Hi, I'm totally green...

Is it possible to use rebar for knife and sword making? I was looking at some videos on youtube, and one guy appeared to be using 15 or 20 M rebar...or perhaps he had just welded a piece onto some other stock so that he could use it for a handle...

Otherwise, what are some good sources of blank steel, and what is the best type to use for knife and sword making? Thanks.

I Like Rebar ,but It's Just Fer Look'n At Not Fer Usi'n!
Practice With It Cause It Has Enough Carbon In It To Crack Or Shatter When U Do It Wrong.
As Far As Junk Yard Steel ,i'd Use Leaf Spring Or Coil Spring!

  • Author

so you're saying rebar works but only for looks?

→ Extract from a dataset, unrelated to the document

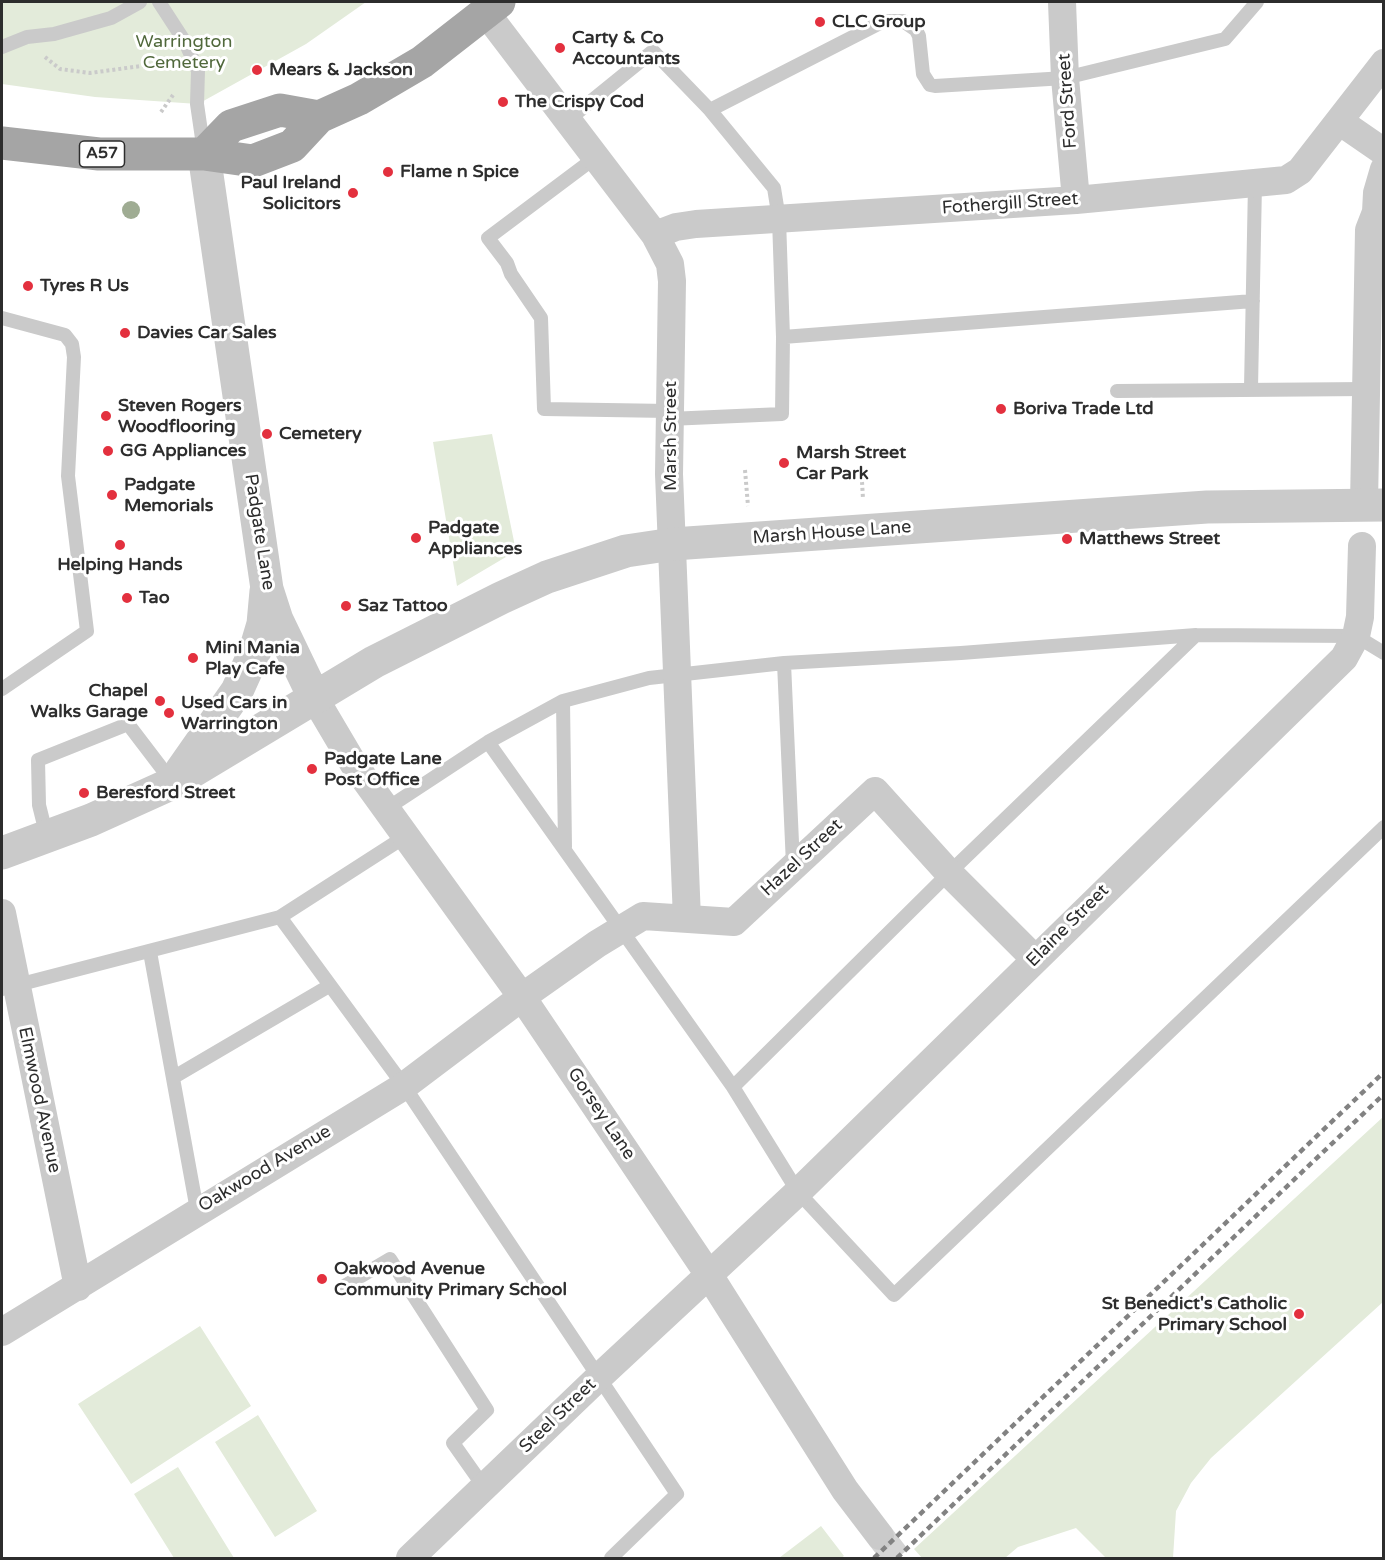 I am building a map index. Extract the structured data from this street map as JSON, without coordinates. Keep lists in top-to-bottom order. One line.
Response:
{"streets":{"main road":["A57"],"street":["Ford Street","Fothergill Street","Marsh Street","Padgate Lane","Marsh House Lane","Hazel Street","Elaine Street","Elmwood Avenue","Gorsey Lane","Oakwood Avenue","Steel Street"]},"crossings":[["Ford Street","Fothergill Street"],["A57","Padgate Lane"],["Fothergill Street","Marsh Street"],["Marsh Street","Marsh House Lane"],["Marsh Street","Hazel Street"],["Padgate Lane","Marsh House Lane"],["Padgate Lane","Gorsey Lane"],["Marsh House Lane","Gorsey Lane"],["Hazel Street","Elaine Street"],["Hazel Street","Gorsey Lane"],["Hazel Street","Oakwood Avenue"],["Elaine Street","Gorsey Lane"],["Elaine Street","Steel Street"],["Elmwood Avenue","Oakwood Avenue"],["Gorsey Lane","Oakwood Avenue"],["Gorsey Lane","Steel Street"]],"parks":["Warrington Cemetery"],"places":["CLC Group","Carty & Co Accountants","Mears & Jackson","The Crispy Cod","Flame n Spice","Paul Ireland Solicitors","Tyres R Us","Davies Car Sales","Boriva Trade Ltd","Steven Rogers Woodflooring","Cemetery","GG Appliances","Marsh Street Car Park","Padgate Memorials","Padgate Appliances","Matthews Street","Helping Hands","Tao","Saz Tattoo","Mini Mania Play Cafe","Chapel Walks Garage","Used Cars in Warrington","Padgate Lane Post Office","Beresford Street","Oakwood Avenue Community Primary School","St Benedict's Catholic Primary School"]} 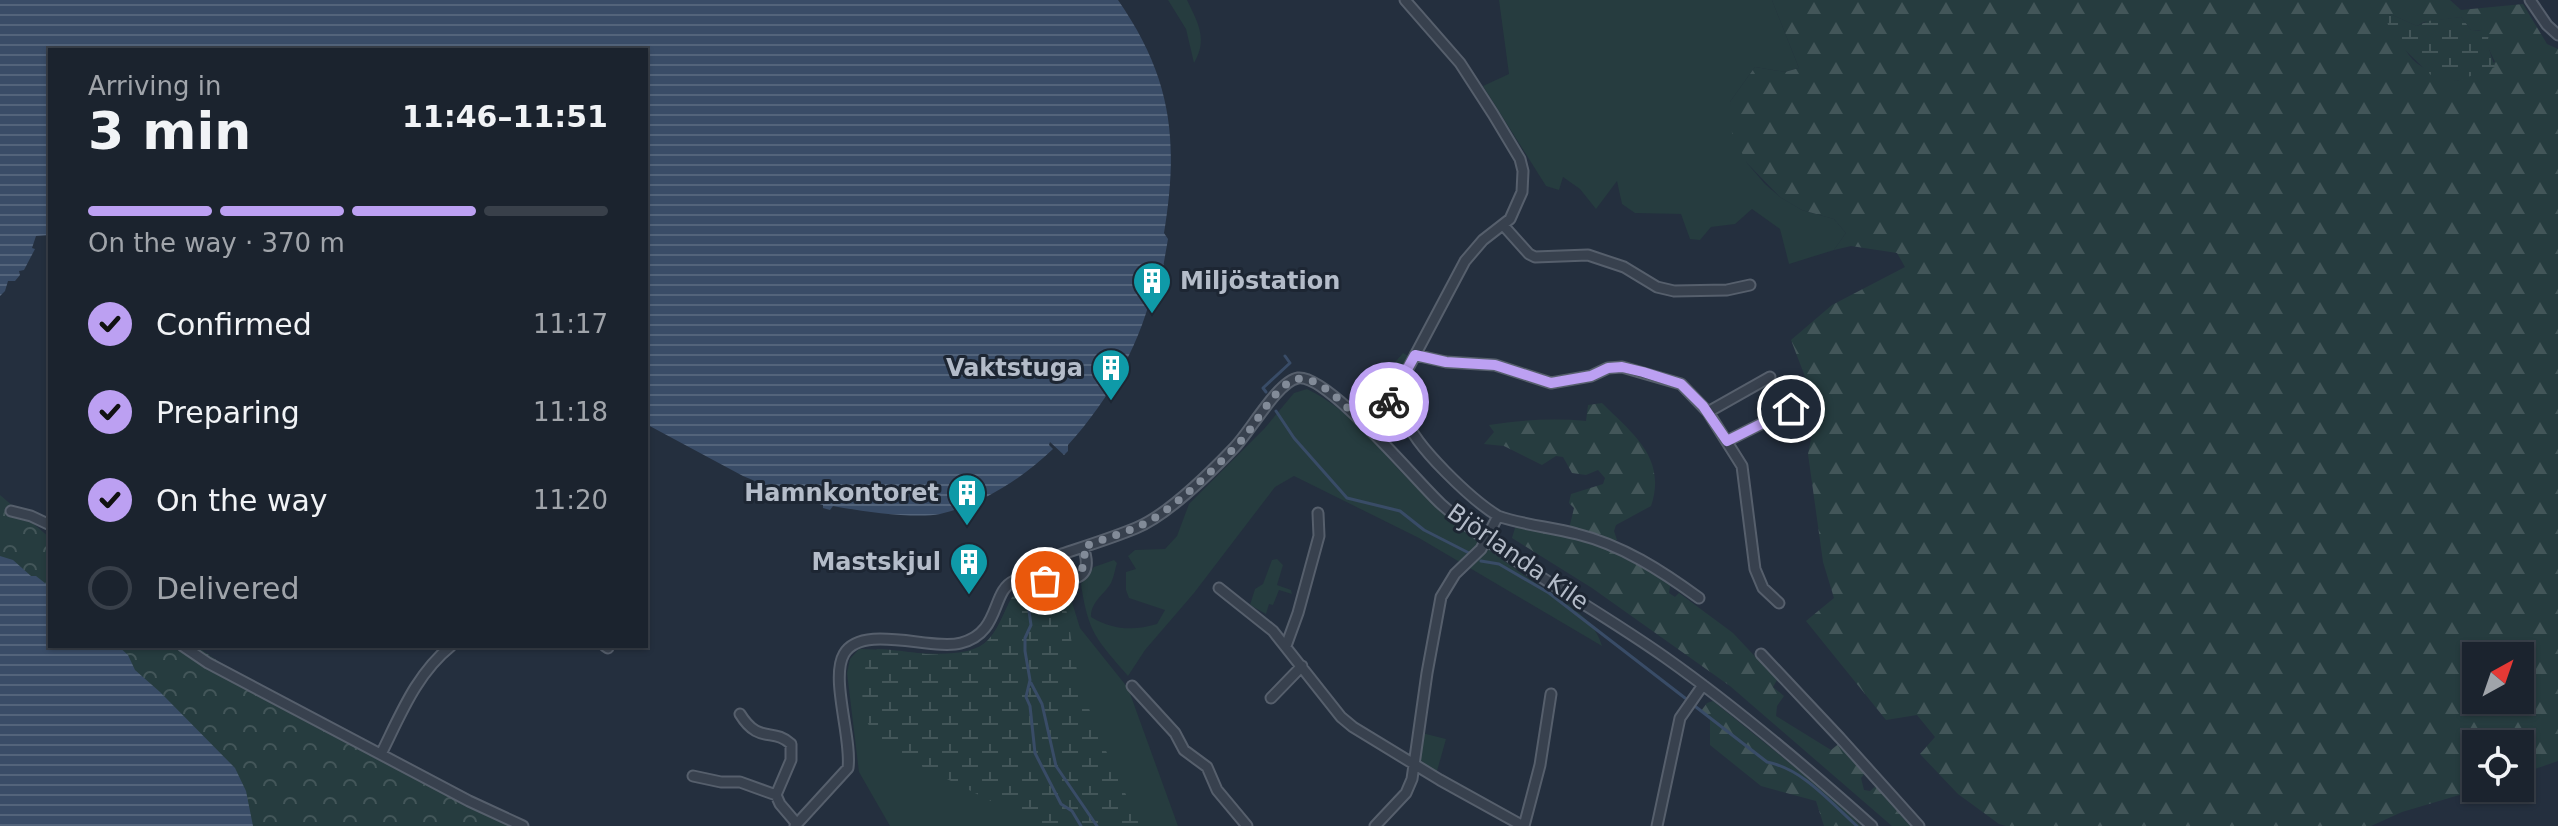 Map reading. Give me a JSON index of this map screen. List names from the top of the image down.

okay...shouldn't be too hard to get some spring steel or coils...

i guess the first step is to make a forge, and then an anvil comes next, eh?

Yes ,and Tell Us Your Location,cause A Blacksmith May Live Down The Road From You.

Some use rebar to weld to the billet for forge welding operations but not for actual knives. Rebar is used by some for decorative purpose only such as fence pickets or the such. I used to make spear points for my son when he was small but that's all.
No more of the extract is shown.